一番心当たりがあるのはおばあちゃんだ。ヘルパーさんがいるとは言っても独り暮らし。でも、もし仮におばあちゃんが死んでいたら知らせは入るはずだ。ノートに書かれたのは雨が降っていた夜中。ならば、朝には母さんの耳には入ってるのに、車の中では何も言ってなかった。
それに、おばあちゃんは「ぼく」なんて一人称は使わない。
父さんも論外だ。圭司がノートの文字に気がついた夜中には、大きなイビキが聞こえていたから。
なら、一体誰だ?
チームメイトたちも皆、元気に練習に来ている。だとしたら、残すは部活の練習以外のクラスメイトだ。しかし、圭司には心当たりはなかったし、仮に何かの事件があったのなら、朝からその噂でもちきりだ。
田舎はコミュニティが狭い。嫌でも耳に入ってくる。圭司の「お化け疑惑」もそうして瞬く間に広まったのだから。
「例えばさ、知らない人でもたまたま近くにいたとか、なんというか波長があって俺のところにメッセージを書いたのかもしれない……」
「それもあり得るね」
霊感あるからね、としょうちゃんはさらりと言った。
「とりあえず、僕も調べてみるよ」
「何を?」
しょうちゃんが立ち上がる。休憩時間はもう終わりだ。
「そのお化けが誰なのか。とりあえず、サッカー部以外のクラスメイトに変わったことがないか聞いてみるよ。それから、近くで何か事件や事故があったかどうか」
「勉強とかは大丈夫なの?」
圭司たちは受験生だ。大切な夏休みなのは、しょうちゃんにも変わりはないのだけれど、彼はニコリと笑ってみせた。
「僕は大丈夫だよ」
野暮な質問だった。しょうちゃんはクラスで一番の秀才だったから。
圭司も立ち上がる。バラバラに散っていたチームメイトたちも、グラウンドに集まり始めていた。

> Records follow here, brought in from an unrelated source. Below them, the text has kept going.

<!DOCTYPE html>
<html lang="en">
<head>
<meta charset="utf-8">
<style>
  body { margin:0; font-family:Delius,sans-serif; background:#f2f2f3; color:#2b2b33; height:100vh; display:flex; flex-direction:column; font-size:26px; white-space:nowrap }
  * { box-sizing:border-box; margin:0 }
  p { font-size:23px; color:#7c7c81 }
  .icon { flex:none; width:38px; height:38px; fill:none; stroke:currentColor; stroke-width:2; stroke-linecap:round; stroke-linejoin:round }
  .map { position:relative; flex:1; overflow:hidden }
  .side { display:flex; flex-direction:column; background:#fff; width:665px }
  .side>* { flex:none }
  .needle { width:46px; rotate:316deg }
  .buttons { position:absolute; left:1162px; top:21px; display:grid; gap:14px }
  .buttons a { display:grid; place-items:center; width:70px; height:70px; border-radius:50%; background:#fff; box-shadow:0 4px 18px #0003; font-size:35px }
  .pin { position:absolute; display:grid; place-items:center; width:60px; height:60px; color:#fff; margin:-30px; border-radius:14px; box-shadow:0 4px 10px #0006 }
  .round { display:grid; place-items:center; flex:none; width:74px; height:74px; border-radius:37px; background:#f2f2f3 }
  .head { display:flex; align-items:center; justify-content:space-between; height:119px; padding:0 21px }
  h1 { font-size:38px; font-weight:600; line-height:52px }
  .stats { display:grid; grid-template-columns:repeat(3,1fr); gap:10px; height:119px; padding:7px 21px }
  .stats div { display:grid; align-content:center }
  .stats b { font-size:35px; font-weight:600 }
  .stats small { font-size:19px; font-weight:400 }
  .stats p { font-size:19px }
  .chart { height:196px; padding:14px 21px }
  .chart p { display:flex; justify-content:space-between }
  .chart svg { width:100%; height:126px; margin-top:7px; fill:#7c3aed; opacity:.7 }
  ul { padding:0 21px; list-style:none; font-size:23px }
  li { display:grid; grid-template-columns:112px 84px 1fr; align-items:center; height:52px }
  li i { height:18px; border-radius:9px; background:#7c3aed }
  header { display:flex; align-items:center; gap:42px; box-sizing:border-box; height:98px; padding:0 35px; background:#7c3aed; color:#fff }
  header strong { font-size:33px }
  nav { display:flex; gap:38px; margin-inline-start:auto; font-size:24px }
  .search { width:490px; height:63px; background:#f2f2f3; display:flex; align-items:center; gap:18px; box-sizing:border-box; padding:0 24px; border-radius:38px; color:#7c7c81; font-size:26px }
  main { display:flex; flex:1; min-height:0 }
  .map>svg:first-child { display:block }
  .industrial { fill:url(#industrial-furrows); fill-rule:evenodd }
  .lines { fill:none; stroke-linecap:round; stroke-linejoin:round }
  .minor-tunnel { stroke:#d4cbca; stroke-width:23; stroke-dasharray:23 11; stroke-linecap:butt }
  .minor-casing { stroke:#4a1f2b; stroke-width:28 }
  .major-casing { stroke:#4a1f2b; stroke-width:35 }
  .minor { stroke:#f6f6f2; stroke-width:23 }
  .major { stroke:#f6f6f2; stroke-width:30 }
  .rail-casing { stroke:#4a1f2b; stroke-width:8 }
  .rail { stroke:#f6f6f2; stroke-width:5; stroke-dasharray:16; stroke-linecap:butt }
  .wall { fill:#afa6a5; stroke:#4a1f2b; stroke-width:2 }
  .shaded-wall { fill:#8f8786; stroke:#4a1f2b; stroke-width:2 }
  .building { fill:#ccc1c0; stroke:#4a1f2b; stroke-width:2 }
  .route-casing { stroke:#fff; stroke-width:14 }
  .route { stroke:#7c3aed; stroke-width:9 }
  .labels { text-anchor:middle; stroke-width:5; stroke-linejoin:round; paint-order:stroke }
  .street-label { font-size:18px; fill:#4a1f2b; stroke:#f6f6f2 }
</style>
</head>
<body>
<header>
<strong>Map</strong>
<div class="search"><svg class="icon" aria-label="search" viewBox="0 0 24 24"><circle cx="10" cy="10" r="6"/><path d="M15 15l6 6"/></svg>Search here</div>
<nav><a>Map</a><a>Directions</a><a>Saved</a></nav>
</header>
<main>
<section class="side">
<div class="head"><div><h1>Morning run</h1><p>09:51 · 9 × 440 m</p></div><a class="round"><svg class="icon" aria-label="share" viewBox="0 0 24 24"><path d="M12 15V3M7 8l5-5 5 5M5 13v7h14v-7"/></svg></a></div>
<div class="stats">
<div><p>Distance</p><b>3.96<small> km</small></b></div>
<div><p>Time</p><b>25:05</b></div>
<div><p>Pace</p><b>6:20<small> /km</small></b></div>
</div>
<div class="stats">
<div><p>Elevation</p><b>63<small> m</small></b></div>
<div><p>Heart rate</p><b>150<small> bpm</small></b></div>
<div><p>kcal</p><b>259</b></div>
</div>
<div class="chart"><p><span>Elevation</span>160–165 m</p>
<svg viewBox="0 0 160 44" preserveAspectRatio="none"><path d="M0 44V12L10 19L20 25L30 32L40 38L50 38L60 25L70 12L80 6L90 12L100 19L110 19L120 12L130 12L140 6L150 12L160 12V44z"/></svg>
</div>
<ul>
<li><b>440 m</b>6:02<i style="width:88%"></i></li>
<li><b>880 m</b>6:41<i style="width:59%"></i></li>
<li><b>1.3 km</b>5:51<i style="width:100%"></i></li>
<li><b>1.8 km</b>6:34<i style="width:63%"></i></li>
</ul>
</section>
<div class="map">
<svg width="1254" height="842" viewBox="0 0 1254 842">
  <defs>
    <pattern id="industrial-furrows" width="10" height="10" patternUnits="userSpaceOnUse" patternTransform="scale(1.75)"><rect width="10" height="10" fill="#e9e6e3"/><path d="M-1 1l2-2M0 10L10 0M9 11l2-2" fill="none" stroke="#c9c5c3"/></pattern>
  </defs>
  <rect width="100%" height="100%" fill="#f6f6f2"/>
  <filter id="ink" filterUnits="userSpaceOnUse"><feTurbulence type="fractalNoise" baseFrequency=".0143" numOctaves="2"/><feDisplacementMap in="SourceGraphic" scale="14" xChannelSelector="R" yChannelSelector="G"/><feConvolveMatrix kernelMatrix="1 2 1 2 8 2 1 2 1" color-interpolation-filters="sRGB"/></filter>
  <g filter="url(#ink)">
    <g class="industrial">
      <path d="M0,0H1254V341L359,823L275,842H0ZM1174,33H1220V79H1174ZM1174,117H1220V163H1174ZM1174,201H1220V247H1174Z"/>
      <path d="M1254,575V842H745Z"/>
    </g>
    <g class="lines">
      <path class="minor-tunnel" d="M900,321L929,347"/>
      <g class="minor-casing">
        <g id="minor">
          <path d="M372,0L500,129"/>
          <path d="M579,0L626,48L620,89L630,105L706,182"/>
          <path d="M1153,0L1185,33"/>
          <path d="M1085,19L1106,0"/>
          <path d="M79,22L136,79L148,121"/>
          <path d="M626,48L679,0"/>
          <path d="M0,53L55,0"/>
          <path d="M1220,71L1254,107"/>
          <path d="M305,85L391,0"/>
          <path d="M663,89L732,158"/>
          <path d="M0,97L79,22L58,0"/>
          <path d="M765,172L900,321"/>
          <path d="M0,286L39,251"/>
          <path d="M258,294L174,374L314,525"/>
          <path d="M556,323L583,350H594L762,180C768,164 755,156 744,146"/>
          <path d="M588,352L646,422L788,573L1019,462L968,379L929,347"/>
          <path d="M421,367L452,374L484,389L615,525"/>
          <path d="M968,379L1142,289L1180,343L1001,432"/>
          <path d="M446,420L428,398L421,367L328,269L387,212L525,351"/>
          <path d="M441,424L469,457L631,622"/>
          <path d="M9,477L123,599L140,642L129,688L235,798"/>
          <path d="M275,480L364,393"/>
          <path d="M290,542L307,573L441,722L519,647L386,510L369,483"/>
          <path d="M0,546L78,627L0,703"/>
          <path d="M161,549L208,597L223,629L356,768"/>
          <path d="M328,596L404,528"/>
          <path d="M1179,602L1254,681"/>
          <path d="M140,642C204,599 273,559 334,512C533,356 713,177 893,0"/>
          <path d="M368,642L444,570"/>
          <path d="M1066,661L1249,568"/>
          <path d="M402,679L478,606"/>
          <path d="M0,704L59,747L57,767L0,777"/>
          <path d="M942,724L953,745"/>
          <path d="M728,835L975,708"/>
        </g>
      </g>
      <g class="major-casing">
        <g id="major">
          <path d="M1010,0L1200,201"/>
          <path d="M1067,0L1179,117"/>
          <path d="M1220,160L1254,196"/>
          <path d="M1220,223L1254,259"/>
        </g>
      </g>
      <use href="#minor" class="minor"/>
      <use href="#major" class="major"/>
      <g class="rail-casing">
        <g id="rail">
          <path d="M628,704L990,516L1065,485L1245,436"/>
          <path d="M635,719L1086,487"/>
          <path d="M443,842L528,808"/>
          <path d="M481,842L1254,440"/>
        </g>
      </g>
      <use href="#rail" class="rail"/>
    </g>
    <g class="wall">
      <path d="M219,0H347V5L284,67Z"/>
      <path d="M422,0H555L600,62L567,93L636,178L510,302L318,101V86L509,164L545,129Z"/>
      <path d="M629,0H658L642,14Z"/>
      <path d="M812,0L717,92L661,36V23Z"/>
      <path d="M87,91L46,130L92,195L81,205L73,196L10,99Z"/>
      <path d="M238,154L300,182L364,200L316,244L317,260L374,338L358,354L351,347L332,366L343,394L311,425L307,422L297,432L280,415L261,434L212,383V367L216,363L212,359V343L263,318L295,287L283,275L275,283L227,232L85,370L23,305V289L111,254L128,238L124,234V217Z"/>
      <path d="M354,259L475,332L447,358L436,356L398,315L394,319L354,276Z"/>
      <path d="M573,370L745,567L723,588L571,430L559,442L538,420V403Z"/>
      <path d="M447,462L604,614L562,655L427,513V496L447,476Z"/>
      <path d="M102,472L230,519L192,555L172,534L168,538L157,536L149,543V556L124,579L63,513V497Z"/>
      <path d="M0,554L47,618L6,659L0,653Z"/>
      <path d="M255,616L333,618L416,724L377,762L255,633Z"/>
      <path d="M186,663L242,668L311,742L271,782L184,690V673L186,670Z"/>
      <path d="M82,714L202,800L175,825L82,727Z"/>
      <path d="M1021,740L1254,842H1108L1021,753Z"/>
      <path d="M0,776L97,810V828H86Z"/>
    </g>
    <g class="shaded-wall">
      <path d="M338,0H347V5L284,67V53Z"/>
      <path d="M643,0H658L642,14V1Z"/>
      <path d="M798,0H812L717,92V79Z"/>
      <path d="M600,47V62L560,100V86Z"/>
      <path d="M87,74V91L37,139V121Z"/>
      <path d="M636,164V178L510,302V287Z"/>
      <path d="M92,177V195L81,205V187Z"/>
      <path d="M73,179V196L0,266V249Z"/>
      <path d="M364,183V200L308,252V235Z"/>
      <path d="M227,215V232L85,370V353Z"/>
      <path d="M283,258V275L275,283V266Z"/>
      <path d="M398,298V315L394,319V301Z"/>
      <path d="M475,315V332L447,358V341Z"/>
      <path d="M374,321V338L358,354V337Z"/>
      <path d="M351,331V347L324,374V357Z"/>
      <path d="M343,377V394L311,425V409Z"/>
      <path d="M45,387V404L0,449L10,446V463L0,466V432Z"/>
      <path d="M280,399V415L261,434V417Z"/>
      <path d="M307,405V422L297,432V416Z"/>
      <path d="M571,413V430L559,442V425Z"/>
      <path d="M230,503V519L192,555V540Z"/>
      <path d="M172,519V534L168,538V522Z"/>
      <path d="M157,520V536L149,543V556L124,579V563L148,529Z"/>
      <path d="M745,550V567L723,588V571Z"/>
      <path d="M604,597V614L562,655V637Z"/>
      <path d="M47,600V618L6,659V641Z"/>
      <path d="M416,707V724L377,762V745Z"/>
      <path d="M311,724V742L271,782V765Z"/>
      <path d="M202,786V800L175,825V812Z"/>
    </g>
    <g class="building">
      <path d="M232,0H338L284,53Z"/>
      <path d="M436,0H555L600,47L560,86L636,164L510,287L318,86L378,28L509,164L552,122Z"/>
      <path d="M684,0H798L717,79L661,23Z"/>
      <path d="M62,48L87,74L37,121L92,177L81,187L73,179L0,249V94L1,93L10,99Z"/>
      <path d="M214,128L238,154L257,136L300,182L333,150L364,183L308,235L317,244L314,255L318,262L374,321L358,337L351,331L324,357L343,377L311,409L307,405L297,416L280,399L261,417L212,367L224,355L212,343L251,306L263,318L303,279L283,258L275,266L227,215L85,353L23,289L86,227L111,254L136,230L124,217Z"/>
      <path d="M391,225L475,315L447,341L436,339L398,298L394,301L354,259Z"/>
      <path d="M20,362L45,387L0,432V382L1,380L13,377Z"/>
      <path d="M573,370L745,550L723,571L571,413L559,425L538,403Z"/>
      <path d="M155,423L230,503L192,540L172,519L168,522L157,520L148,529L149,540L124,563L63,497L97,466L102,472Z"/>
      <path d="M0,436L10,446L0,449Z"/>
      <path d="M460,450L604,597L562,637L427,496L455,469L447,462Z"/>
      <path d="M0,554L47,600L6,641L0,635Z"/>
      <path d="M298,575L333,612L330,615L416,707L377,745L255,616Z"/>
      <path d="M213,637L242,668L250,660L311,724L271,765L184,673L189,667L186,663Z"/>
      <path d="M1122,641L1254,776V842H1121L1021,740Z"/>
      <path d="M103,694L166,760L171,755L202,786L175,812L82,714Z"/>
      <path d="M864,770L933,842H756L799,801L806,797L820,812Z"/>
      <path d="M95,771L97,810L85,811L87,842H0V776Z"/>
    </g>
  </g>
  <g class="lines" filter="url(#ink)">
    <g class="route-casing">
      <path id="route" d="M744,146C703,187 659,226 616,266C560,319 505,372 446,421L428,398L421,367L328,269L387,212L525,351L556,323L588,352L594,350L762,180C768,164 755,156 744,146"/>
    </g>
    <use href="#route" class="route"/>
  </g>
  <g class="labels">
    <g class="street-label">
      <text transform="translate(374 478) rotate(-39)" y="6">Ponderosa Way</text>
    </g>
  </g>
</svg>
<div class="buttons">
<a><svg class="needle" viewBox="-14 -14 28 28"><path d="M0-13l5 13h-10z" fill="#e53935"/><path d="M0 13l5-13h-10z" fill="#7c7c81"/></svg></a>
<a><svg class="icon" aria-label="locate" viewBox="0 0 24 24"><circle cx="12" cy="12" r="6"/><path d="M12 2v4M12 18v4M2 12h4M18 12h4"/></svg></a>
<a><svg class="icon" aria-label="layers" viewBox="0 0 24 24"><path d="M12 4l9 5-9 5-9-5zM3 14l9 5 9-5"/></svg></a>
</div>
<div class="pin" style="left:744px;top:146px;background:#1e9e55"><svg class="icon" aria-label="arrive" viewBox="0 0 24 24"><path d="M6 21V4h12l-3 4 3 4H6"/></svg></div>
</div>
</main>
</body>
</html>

その時、前を歩くしょうちゃんが急に立ち止まって振り向いた。
「それから、本当に気を悪くしないで欲しいんだけど……」
目を合わしてくれない。圭司の心の中に、どっと不安という濁流が押し寄せる。
「殺された人がメッセージを残す相手。限りなくゼロに近い可能性だけど、もう一つだけ思いついた」
「な、なに?」
「自分を殺した人……殺人犯に、だよ」
ピー、とコーチが笛を吹く。練習再開。集合の合図が鳴った。